Realizing that the young teacher in their midst had saved them all from a potential tragedy, many of the travelers, who just hours before had mocked and yelled at Mussie, came over “and profusely thanked her for saving their lives,” her father explained.

Mussie herself was modest about her role. “Everyone was thankful at least that we didn’t take off with that plane,” she said simply.

How many of us would have been able to stand up to such enormous social pressure and ridicule? By insisting that her concerns be checked out, Mussie Weinfeld embodied Hillel's maxim: “In a place where there are no leaders, strive to be a leader” (Ethics of the Fathers, 2:6).
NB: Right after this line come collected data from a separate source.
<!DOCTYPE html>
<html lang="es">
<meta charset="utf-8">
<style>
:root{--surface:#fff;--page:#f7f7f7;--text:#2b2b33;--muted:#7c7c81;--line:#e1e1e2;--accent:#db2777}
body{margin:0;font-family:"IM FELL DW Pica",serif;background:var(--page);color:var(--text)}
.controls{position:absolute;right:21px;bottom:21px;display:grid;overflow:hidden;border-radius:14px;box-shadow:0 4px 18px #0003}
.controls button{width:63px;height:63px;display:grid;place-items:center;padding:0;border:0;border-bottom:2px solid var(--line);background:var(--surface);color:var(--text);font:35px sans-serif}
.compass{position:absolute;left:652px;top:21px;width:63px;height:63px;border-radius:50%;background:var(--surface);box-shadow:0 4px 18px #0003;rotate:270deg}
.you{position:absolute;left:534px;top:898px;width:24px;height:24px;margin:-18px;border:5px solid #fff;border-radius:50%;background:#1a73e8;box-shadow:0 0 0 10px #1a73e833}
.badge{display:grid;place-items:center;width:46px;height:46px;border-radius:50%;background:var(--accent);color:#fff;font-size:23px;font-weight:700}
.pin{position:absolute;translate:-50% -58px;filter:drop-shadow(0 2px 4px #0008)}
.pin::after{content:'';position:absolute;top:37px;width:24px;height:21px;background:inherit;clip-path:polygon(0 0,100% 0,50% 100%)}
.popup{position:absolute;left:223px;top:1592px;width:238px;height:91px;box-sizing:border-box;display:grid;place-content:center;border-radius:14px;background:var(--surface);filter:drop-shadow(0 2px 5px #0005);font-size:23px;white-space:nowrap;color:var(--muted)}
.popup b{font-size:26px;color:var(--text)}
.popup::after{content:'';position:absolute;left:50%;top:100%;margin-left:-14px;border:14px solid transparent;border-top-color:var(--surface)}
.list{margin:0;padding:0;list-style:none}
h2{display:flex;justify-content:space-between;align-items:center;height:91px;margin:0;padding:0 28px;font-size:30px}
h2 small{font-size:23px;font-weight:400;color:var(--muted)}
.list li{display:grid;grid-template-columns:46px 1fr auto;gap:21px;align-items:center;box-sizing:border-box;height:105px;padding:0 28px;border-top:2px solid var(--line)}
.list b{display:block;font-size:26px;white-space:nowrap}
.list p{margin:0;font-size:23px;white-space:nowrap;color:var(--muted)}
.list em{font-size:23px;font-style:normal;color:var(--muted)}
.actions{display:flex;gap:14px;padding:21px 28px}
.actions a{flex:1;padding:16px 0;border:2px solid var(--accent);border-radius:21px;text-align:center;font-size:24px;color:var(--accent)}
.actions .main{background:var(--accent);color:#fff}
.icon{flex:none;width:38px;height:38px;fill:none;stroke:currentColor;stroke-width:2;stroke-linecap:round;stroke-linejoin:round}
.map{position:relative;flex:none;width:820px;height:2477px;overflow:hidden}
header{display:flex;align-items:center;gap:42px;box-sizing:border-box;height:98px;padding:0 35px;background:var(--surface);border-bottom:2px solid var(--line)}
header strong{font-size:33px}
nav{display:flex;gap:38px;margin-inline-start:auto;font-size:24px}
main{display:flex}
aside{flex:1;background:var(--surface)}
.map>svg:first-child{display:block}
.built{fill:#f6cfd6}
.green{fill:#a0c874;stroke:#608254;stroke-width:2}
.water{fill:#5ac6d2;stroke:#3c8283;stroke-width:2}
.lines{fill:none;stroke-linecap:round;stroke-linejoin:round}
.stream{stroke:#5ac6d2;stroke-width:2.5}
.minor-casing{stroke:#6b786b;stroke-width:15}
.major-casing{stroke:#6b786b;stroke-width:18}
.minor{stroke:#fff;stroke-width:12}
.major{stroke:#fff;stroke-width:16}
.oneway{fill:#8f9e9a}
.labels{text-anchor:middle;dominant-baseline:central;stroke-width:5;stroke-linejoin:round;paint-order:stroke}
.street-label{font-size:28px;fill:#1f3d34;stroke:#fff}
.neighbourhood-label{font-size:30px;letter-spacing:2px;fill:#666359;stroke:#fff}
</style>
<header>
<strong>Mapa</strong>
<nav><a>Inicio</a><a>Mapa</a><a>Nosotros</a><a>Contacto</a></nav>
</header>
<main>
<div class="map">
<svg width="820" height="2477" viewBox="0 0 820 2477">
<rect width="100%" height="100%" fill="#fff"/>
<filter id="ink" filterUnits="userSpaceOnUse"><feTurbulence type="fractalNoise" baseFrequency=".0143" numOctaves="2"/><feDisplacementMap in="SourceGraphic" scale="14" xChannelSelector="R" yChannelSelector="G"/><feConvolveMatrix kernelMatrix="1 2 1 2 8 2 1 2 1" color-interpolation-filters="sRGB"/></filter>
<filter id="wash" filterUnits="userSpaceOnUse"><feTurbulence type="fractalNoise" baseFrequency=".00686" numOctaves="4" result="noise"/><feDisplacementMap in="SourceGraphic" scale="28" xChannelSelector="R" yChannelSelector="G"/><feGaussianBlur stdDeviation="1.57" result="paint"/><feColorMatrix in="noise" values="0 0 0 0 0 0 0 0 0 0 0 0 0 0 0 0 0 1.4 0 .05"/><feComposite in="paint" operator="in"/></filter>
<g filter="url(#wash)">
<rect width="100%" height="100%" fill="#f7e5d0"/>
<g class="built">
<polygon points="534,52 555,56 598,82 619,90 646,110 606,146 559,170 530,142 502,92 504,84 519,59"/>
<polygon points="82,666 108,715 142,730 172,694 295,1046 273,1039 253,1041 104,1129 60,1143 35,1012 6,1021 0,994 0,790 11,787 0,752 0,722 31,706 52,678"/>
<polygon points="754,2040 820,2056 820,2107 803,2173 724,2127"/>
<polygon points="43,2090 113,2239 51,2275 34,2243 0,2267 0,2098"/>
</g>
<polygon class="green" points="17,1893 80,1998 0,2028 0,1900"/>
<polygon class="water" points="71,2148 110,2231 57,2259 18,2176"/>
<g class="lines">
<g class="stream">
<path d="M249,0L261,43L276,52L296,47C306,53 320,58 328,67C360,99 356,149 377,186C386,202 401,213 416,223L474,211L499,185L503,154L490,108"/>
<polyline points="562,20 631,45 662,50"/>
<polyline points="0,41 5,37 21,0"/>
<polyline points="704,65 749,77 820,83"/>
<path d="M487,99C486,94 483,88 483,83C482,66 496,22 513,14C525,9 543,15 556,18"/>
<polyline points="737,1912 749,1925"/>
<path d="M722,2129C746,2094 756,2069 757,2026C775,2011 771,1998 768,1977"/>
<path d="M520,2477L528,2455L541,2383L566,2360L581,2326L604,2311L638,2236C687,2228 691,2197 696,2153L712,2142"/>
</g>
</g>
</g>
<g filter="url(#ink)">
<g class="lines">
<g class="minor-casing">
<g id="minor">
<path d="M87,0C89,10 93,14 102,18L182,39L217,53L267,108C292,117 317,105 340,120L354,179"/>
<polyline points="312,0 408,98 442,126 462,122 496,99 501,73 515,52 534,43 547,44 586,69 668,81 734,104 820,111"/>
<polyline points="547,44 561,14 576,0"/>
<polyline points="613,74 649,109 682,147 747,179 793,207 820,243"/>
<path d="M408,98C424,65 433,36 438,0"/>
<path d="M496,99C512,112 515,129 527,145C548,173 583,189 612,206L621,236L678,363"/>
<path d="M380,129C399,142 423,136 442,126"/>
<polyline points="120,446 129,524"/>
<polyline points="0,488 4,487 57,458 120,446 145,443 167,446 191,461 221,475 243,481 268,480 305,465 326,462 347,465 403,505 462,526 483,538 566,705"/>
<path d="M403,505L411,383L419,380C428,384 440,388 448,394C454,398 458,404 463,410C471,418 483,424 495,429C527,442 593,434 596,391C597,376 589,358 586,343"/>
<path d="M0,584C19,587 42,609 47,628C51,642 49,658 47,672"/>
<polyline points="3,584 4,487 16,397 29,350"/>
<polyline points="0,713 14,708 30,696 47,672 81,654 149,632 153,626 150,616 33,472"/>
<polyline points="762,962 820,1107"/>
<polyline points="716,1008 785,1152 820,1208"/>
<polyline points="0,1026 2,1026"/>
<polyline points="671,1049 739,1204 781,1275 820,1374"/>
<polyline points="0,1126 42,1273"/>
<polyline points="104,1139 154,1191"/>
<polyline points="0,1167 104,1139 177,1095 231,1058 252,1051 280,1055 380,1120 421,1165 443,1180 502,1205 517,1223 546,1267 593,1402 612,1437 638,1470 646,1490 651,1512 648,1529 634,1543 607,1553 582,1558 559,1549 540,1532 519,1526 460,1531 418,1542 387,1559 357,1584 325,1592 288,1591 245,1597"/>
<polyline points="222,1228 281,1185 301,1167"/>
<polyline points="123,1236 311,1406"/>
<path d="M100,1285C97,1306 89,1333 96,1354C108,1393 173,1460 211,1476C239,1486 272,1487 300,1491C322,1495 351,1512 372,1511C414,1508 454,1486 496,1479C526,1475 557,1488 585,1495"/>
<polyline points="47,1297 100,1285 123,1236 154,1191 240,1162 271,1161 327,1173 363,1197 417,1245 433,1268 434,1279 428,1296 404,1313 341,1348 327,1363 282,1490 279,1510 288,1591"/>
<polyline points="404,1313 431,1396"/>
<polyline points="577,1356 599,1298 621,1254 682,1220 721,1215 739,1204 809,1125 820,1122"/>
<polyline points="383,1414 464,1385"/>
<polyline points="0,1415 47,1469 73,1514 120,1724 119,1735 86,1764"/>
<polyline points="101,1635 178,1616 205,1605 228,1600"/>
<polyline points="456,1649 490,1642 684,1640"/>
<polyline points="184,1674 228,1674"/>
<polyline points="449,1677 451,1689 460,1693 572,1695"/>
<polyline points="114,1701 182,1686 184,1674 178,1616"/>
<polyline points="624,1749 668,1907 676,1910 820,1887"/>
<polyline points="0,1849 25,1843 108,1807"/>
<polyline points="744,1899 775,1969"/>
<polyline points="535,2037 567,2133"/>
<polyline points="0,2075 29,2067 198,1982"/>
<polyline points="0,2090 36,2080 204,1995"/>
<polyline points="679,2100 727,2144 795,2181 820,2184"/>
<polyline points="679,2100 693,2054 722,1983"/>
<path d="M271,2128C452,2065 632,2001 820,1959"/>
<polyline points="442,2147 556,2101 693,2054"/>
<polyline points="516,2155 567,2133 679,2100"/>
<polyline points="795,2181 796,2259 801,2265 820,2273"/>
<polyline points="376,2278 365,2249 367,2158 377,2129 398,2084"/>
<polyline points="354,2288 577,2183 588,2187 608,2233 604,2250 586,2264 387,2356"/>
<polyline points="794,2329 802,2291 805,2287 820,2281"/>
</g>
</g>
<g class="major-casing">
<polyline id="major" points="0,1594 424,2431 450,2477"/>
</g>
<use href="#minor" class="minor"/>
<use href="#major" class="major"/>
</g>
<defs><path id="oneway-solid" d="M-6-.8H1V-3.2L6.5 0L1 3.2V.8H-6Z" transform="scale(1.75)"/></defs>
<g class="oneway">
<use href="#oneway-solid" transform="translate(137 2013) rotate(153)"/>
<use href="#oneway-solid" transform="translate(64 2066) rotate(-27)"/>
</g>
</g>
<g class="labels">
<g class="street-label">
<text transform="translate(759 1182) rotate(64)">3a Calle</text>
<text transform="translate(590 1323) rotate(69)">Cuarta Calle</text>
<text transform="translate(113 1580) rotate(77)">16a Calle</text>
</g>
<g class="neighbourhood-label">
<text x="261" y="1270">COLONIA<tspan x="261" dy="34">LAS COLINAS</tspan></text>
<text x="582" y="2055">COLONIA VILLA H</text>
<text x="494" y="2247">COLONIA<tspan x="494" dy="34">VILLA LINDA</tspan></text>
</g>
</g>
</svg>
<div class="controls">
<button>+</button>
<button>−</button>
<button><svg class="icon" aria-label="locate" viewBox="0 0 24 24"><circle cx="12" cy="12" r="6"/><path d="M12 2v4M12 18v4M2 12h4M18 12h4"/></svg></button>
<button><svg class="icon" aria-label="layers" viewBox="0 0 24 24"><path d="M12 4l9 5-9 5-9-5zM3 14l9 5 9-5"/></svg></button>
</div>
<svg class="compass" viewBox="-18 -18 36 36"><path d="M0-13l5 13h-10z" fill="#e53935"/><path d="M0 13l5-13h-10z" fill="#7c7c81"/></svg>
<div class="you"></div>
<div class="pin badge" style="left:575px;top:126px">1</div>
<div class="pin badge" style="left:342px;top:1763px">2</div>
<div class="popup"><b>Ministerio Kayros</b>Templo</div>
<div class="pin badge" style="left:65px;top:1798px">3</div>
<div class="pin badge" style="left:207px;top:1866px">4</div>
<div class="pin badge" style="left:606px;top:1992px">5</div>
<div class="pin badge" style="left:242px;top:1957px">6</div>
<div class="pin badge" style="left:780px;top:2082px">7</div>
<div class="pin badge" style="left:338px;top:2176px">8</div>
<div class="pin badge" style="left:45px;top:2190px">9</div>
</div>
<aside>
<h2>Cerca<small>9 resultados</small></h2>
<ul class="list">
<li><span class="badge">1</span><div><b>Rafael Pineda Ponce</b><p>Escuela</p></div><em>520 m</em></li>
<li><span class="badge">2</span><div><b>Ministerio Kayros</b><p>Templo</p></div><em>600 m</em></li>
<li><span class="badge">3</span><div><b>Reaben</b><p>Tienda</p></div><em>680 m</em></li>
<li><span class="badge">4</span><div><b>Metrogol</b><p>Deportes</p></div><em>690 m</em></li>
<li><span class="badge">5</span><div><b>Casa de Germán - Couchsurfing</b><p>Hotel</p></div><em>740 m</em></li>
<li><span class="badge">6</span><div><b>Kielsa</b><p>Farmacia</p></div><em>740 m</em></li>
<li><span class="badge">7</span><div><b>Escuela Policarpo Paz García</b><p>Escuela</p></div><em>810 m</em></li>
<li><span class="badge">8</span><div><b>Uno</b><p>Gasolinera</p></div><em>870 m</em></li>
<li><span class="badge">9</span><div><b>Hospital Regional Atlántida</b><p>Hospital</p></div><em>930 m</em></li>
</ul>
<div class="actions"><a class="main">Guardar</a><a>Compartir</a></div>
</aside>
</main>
We all have the responsibility to take a stand and do what’s right, to go against the grain and make our voices heard, even in the face of mockery and ridicule.

Whether or not TransAero was aware of the damage, as they claim, there is no question that Mussie Weinfeld demonstrated remarkable tenacity in refusing to go back to her seat, disobeying the flight attendants' orders and not trusting those who should seemingly know better than her.